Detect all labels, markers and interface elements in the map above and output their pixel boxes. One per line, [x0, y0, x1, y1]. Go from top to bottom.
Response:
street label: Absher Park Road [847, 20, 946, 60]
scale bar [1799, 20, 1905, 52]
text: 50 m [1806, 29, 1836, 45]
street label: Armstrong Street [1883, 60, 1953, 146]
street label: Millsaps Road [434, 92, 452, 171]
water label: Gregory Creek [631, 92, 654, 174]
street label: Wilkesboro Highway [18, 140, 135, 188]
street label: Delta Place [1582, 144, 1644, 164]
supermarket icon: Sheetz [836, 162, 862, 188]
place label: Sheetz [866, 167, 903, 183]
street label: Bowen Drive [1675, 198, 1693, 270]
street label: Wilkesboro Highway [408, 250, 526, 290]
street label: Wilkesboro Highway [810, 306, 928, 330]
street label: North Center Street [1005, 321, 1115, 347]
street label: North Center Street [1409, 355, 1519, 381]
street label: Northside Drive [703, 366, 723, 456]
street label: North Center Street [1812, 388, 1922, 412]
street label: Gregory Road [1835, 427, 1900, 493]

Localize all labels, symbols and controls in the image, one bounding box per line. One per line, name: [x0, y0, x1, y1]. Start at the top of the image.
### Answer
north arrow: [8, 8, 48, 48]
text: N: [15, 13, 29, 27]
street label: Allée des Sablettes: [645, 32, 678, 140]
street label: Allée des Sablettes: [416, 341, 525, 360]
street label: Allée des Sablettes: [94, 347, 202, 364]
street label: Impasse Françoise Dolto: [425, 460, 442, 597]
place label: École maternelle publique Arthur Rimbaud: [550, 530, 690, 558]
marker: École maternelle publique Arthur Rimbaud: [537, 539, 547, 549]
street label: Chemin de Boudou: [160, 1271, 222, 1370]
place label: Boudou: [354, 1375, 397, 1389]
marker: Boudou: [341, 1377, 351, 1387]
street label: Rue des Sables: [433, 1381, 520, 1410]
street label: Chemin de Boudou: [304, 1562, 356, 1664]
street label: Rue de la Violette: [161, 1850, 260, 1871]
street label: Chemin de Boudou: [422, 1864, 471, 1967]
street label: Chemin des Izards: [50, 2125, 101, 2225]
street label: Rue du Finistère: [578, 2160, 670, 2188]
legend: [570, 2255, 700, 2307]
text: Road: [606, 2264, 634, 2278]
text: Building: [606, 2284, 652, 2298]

◆ ◆ ◆ ◆ ◆

### [Activity]
Determine the count of lines in the data above with the string "labels" in them, and give that count alone.

### [The completed task]
2